+++ Records provided +++

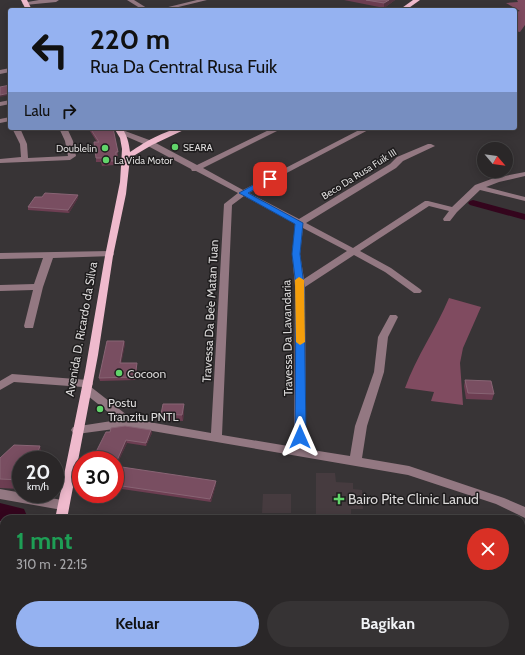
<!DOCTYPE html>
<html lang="id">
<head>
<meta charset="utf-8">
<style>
	:root { --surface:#2a2728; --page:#363334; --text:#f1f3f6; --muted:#a5a5a8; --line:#464445; --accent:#95b2f1 }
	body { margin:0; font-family:Cabin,sans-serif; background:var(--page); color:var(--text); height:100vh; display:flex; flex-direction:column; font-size:15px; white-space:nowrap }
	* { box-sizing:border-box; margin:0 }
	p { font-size:13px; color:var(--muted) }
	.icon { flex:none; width:22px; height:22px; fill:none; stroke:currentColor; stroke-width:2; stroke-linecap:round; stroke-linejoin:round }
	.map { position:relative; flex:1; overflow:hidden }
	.drawer { position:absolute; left:0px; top:515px; width:525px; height:140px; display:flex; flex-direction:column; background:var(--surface); border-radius:12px 12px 0 0; box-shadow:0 2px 10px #0003,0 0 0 1px var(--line) }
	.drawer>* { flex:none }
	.guide { position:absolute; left:8px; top:8px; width:509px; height:122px; border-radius:4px; box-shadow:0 2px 10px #0003,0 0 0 1px var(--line); background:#95b2f1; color:#111; overflow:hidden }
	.needle { width:26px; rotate:119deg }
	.tools { position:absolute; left:477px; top:142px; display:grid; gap:8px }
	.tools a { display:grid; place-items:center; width:36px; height:36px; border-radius:50%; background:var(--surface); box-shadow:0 2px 10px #0003,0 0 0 1px var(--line); font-size:20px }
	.speed { position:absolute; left:12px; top:451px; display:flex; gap:8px; font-size:20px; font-weight:700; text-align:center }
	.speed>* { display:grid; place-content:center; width:52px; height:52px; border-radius:50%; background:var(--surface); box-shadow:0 2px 10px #0003,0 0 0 1px var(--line); line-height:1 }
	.speed small { font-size:10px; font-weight:400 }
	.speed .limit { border:6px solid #d22; background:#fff; color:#111 }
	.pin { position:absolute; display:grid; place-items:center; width:34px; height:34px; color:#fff; margin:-17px; border-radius:8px; box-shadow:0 2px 6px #0006 }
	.me { position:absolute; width:44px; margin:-22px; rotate:0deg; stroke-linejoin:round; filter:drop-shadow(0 0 3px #0008) }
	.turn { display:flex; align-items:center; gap:14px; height:84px; padding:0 16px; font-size:18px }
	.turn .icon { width:52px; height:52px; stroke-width:2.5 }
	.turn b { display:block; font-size:28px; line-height:34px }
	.then { display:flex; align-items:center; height:38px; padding:0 16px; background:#0003; gap:8px; font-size:15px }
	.round { display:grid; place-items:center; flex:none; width:42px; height:42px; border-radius:21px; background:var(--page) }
	.overview { display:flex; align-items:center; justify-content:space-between; height:68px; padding:0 16px }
	h1 { font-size:24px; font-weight:700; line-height:30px; color:#1e9e55 }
	.action { display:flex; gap:8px; margin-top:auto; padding:8px 16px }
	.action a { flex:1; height:46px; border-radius:24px; background:var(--accent); color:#111; font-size:16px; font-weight:700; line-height:46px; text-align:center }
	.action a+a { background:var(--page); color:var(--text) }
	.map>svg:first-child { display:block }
</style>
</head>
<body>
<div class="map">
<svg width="525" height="655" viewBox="0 0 525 655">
	<rect width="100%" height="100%" fill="#383436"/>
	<!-- built -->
	<g fill="#463b3f">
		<polygon points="316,473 335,473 336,482 353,483 353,489 362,490 363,509 351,509 351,518 316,519"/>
		<polygon points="263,494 291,494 291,513 262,513"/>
	</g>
	<!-- green -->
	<g fill="#804b60">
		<polygon points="517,0 525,0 525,25 520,32 515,31 515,12 520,11 506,3 518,2"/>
		<path d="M449,298L481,307L463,348L460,363L463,405L431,401L434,392L405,388C416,357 436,329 449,298Z"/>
	</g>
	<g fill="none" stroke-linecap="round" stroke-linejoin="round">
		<!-- stream -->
		<g stroke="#664555" stroke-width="4">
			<polyline points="0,515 18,519"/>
			<polyline points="521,617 525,618"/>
		</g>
		<!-- canal -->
		<polygon fill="#34051d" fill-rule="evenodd" points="473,200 525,214 525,220 470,205 468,203 470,201"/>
		<!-- river -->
		<polygon fill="#34051d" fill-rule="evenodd" points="0,503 24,509 27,516 25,519 4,519 4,523 0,523"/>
		<!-- minor -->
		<g fill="#937882" fill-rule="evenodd">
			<polygon points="39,0 59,0 56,2 25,5 22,3"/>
			<polygon points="127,0 134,0 150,10 143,10"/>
			<polygon points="197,0 207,0 166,10 156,10"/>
			<polygon points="10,68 10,72 0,74 0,70"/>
			<polygon points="10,100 10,104 0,106 0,102"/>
			<polygon points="10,117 10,121 0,123 0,119"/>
			<polygon points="12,128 20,128 27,144 28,158 68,156 65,141 59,128 67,128 73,141 76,156 70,160 0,163 0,159 21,157 20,144"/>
			<path d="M273,128H283L203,168L243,190L363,128H372L249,193L299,219L390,164L397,157L428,144H431L435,146L403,161L396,168L306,223L353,248L425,201H428L452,207L475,185L494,178L525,172V176L499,182L486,187L525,197V201L480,190L457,212L450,221H444L443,219L449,211L429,206L360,251L391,268L420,289L422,291L420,293H414L385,272L354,255L305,287L306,449L350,456L355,426L374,372L378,337L390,315H396L398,317L388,337L384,372L367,426L362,458L409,466L504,498L525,507V518L496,504L408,475L129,427L77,434L73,433L71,430L73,427L118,420L83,392L82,389L83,387L14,382L0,390V381L12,374L88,380L92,381L93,384L91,387L132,419L211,433L224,204L238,193L196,171H192L191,169L146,145L118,133L122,131H125L152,141L197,165ZM244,196L295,224L292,254L295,286L294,447L222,435L232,205ZM303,228L347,251L304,279L300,254Z"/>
			<polygon points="110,251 113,252 114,254 113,256 53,258 43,287 33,328 25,328 24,326 33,290 0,291 0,285 34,284 43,258 0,259 0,253"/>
			<polygon points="0,489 62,500 66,502 68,505 66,508 62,510 0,499"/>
			<polygon points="0,521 4,522 4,532 0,531"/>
			<polygon points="521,630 525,630 525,644 521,642"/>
		</g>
		<!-- major -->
		<g fill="#efbacd" fill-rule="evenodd">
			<polygon points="21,0 27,0 32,10 26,10"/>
			<polygon points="413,0 420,0 406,10 399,10"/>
			<path d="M114,128H122C127,135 129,143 130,152C147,141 167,128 188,128L152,145L130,158L126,194L113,256L98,355L67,519H55L85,372L105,256L120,182L122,149L120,138Z"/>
			<polygon points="25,651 39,651 38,655 24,655"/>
		</g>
	</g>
	<!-- wall -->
	<g fill="#6d3e52">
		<polygon points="344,0 395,0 384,8"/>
		<polygon points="88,128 113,128 118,156 116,156 117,161 115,161 114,165 102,166 101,162 96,162 96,158 97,142"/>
		<polygon points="42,197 78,198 69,213 28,210 28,207"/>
		<polygon points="124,341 125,344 121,363 137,366 135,380 100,381 99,378"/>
		<polygon points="465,380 494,394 492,400 466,399 464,386"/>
		<polygon points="184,410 183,421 161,420 161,414"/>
		<polygon points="151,430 152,433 146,446 127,443 116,466 216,484 211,502 115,488 115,460 110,432"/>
		<polygon points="42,455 40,460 21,460 21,489 0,488 0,458"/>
	</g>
	<!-- shaded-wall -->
	<g fill="#533341">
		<polygon points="389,0 395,0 384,8 384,3"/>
		<polygon points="10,93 10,95 0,97 0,95"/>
		<polygon points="78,195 78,198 69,213 68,210"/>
		<polygon points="124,341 125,344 121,366 120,363"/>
		<polygon points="137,363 137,366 135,380 135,377"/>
		<polygon points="184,404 184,410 183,421 182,415"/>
		<polygon points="151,430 152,433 146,446 146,443"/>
		<polygon points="126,440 127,443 115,469 115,465"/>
		<polygon points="40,446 42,455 40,460 35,460"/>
		<polygon points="216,481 216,484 211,502 210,499"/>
	</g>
	<!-- building -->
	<g fill="#794e61" stroke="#886474">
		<polygon points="366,0 389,0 384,3"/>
		<polygon points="10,85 10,93 0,95 0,87"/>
		<polygon points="90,128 113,128 118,152 116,152 116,156 114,157 114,161 101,161 102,158 96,158 94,142 99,142"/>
		<polygon points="45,193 78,195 68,210 28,207 35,197 42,197"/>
		<polygon points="107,341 124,341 120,363 137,363 135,377 99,378"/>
		<polygon points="465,380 491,381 494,394 468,393"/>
		<polygon points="163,404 184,404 182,415 161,414"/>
		<polygon points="125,426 151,430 146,443 126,440 115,465 115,460 92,460 106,432 110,432 111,428"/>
		<polygon points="14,445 40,446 35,460 21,460 21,480 0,479 0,458"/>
		<polygon points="115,466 216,481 210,499 115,485"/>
	</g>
	<!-- route -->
	<polygon fill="#1a73e8" stroke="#114b97" points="268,177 270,177 274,179 248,193 303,223 300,254 304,286 306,437 304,440 297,440 295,437 296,286 292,254 295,224 239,193"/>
	<!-- slow -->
	<polygon fill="#f59e0b" points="299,277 304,280 305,342 300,345 296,342 295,280"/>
	<!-- markers -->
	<g fill="#61d46a" stroke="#1e1c1d" stroke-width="1.5">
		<circle cx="175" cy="147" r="4"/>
		<circle cx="105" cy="148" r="4"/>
		<circle cx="106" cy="160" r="4"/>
		<circle cx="119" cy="373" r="4"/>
		<circle cx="100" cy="409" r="4"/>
		<path d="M337 493h4v4h4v4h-4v4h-4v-4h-4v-4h4z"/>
	</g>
	<g text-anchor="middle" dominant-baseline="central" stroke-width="3" stroke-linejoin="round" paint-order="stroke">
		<!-- far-poi labels -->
		<g font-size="10" fill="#dbd9d9" stroke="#1e1c1d" text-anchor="start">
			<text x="183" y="147">SEARA</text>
			<text x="97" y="148" text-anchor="end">Doublelin</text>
			<text x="114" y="160">La Vida Motor</text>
		</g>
		<!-- far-street labels -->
		<g font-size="10" fill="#dbd9d9" stroke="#1e1c1d">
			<text transform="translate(359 174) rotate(-32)">Beco Da Rusa Fuik III</text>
		</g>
		<!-- street labels -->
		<g font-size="12" fill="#dbd9d9" stroke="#1e1c1d">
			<text transform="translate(210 311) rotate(-87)">Travessa Da Be’e Matan Tuan</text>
			<text transform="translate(81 329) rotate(-80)">Avenida D. Ricardo da Silva</text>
			<text transform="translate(287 338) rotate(-91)">Travessa Da Lavandaria</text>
		</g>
		<!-- poi labels -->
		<g font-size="12" fill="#dbd9d9" stroke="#1e1c1d" text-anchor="start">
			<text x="127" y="373">Cocoon</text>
			<text x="108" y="402">Postu<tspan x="108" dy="14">Tranzitu PNTL</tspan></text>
		</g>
		<!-- near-poi labels -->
		<g font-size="14" fill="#dbd9d9" stroke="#1e1c1d" text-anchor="start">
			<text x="348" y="499">Bairo Pite Clinic Lanud</text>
		</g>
	</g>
</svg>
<div class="tools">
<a><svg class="needle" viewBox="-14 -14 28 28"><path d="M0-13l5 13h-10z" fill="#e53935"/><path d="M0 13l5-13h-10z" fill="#a5a5a8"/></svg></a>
</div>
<div class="speed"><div>20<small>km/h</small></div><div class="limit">30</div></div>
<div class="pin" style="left:270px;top:179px;background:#d93025"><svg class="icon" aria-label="arrive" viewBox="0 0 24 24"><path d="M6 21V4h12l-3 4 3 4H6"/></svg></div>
<svg class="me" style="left:300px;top:437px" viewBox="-20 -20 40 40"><path d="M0-17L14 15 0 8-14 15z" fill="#1a73e8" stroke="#fff" stroke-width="4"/></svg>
<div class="guide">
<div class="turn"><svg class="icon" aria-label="left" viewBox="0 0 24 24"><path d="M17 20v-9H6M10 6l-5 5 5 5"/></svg><div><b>220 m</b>Rua Da Central Rusa Fuik</div></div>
<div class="then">Lalu<svg class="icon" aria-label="right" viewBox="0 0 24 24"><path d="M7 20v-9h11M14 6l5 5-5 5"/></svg></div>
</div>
<section class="drawer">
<div class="overview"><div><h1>1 mnt</h1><p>310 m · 22:15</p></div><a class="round" style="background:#d93025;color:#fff"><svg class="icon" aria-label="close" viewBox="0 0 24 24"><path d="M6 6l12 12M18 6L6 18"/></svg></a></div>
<div class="action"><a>Keluar</a><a>Bagikan</a></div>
</section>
</div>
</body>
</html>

+++

§ Prompt: Tally the lines above containing "overflow"; give only the number.

§ Answer space: 2